*** Begin section ***

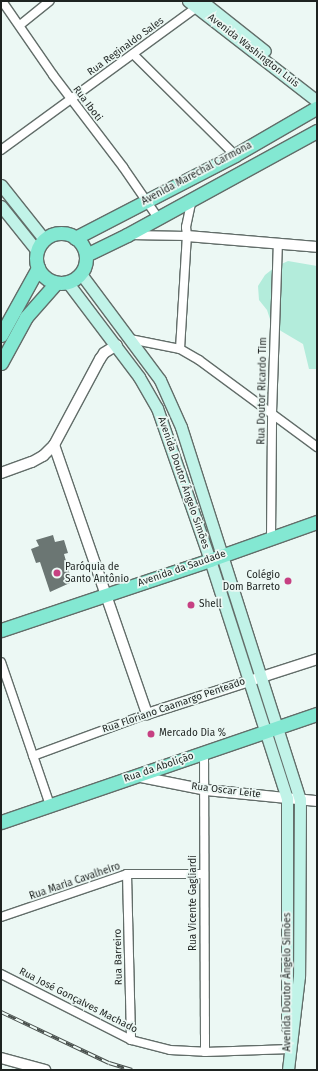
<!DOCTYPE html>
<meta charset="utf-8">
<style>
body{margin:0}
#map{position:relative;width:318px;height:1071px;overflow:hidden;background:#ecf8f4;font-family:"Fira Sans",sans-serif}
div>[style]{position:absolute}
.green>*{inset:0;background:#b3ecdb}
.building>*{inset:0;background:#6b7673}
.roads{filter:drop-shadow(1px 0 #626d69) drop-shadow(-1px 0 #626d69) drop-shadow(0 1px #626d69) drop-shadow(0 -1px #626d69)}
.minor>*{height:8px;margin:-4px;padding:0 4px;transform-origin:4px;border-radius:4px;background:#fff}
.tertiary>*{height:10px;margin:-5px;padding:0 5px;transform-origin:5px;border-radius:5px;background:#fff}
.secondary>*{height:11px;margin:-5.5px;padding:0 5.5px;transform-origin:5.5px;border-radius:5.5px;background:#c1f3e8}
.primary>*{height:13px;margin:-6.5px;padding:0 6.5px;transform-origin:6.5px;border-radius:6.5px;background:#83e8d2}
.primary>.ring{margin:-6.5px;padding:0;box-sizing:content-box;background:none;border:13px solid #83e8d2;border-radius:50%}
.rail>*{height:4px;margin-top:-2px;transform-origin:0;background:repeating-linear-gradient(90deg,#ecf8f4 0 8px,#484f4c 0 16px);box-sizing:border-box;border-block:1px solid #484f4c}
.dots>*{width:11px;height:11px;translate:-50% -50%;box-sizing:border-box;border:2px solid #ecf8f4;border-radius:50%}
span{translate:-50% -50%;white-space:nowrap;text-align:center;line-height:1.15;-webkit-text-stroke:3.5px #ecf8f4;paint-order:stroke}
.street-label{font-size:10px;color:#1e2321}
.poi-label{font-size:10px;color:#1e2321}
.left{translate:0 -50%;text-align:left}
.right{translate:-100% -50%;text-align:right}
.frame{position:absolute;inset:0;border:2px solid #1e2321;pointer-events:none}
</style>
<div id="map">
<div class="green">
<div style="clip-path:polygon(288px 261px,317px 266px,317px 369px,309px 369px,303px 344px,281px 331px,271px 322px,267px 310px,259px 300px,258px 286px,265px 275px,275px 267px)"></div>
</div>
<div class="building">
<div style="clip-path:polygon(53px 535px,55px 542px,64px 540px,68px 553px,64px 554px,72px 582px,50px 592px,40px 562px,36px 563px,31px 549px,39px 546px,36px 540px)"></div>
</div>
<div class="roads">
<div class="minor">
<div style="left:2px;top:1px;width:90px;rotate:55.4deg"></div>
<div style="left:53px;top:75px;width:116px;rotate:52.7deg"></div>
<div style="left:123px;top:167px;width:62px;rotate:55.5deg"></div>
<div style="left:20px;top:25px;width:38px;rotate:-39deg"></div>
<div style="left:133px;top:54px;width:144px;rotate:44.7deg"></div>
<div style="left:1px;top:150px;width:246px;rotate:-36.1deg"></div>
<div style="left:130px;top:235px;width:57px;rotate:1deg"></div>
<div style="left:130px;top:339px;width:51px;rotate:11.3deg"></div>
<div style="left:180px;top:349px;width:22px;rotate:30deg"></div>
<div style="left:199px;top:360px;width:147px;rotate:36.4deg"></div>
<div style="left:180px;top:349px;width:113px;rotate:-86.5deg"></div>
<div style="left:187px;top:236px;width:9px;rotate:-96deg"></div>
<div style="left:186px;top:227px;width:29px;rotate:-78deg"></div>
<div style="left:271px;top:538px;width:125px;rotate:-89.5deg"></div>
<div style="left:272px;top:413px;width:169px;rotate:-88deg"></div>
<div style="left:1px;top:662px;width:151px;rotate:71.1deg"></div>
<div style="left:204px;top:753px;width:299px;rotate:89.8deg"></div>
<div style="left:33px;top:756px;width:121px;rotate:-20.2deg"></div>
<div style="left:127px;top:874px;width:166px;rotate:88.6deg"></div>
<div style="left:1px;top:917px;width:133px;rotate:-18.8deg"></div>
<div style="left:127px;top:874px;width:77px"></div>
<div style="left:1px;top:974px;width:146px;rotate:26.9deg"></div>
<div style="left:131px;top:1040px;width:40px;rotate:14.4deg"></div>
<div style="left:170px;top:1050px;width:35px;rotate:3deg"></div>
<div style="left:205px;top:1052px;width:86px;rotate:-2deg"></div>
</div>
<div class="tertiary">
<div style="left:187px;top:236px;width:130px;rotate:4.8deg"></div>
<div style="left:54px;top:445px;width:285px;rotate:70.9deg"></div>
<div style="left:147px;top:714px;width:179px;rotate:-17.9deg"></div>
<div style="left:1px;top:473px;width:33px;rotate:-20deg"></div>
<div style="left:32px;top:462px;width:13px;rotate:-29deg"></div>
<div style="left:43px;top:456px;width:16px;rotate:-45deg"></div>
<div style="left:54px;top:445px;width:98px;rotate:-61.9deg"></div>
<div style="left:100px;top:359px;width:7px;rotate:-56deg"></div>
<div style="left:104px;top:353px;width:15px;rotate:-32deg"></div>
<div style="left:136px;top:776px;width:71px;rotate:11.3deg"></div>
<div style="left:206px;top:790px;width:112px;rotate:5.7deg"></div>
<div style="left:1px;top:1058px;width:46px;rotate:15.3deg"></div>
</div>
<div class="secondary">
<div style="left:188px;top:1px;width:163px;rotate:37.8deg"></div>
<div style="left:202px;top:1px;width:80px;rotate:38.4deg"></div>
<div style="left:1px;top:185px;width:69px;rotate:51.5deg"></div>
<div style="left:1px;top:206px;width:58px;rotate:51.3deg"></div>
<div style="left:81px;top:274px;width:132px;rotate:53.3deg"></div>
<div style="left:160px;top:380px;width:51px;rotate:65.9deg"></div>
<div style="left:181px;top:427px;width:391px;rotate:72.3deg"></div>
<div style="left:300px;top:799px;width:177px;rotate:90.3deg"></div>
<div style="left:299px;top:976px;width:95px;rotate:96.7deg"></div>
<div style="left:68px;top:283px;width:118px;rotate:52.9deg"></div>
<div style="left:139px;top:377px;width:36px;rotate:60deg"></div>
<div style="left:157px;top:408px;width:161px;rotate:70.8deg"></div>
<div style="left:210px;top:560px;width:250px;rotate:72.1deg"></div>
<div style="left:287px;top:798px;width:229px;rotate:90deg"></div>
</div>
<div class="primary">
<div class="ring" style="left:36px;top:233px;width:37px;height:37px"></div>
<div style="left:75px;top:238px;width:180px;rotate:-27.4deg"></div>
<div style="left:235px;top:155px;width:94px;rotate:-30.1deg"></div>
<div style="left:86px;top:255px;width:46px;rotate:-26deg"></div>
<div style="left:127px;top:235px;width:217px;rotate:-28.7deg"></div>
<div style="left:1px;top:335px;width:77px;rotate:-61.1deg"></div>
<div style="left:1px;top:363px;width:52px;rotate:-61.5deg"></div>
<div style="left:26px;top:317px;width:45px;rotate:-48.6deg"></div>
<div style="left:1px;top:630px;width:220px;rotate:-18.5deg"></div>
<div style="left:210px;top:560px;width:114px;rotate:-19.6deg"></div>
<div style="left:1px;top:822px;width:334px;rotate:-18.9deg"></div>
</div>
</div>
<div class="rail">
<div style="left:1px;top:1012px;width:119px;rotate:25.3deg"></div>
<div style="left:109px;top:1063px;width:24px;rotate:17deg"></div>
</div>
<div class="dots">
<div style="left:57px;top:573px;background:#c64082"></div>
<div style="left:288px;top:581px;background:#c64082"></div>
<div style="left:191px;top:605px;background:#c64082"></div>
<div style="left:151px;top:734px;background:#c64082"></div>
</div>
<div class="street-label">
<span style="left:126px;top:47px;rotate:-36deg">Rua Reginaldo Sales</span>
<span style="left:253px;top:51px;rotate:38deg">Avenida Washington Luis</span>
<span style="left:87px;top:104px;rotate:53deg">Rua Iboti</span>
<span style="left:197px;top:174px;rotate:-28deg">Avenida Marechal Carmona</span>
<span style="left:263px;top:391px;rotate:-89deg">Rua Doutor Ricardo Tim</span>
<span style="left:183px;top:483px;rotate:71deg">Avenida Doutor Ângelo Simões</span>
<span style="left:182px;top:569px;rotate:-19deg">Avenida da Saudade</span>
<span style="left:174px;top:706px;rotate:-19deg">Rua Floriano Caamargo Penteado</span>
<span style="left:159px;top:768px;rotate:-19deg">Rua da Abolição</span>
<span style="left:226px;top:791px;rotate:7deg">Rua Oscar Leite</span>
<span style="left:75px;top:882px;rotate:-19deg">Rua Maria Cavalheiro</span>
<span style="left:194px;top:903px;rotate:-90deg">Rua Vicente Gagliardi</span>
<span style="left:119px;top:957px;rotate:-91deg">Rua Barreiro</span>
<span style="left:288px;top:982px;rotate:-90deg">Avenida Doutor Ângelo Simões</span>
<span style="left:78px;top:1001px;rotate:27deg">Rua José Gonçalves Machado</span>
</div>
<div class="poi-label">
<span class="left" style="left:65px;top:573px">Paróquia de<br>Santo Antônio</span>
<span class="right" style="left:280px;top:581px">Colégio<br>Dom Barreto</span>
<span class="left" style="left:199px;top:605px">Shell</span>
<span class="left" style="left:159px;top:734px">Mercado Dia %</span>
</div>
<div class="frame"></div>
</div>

*** End section ***

What the task asks:
An exact copy is needed of the lines from the start of the listing through the line with "0 8px,#484f4c 0", both end lines included and pictures excluded.

Expected output:
<!DOCTYPE html>
<meta charset="utf-8">
<style>
body{margin:0}
#map{position:relative;width:318px;height:1071px;overflow:hidden;background:#ecf8f4;font-family:"Fira Sans",sans-serif}
div>[style]{position:absolute}
.green>*{inset:0;background:#b3ecdb}
.building>*{inset:0;background:#6b7673}
.roads{filter:drop-shadow(1px 0 #626d69) drop-shadow(-1px 0 #626d69) drop-shadow(0 1px #626d69) drop-shadow(0 -1px #626d69)}
.minor>*{height:8px;margin:-4px;padding:0 4px;transform-origin:4px;border-radius:4px;background:#fff}
.tertiary>*{height:10px;margin:-5px;padding:0 5px;transform-origin:5px;border-radius:5px;background:#fff}
.secondary>*{height:11px;margin:-5.5px;padding:0 5.5px;transform-origin:5.5px;border-radius:5.5px;background:#c1f3e8}
.primary>*{height:13px;margin:-6.5px;padding:0 6.5px;transform-origin:6.5px;border-radius:6.5px;background:#83e8d2}
.primary>.ring{margin:-6.5px;padding:0;box-sizing:content-box;background:none;border:13px solid #83e8d2;border-radius:50%}
.rail>*{height:4px;margin-top:-2px;transform-origin:0;background:repeating-linear-gradient(90deg,#ecf8f4 0 8px,#484f4c 0 16px);box-sizing:border-box;border-block:1px solid #484f4c}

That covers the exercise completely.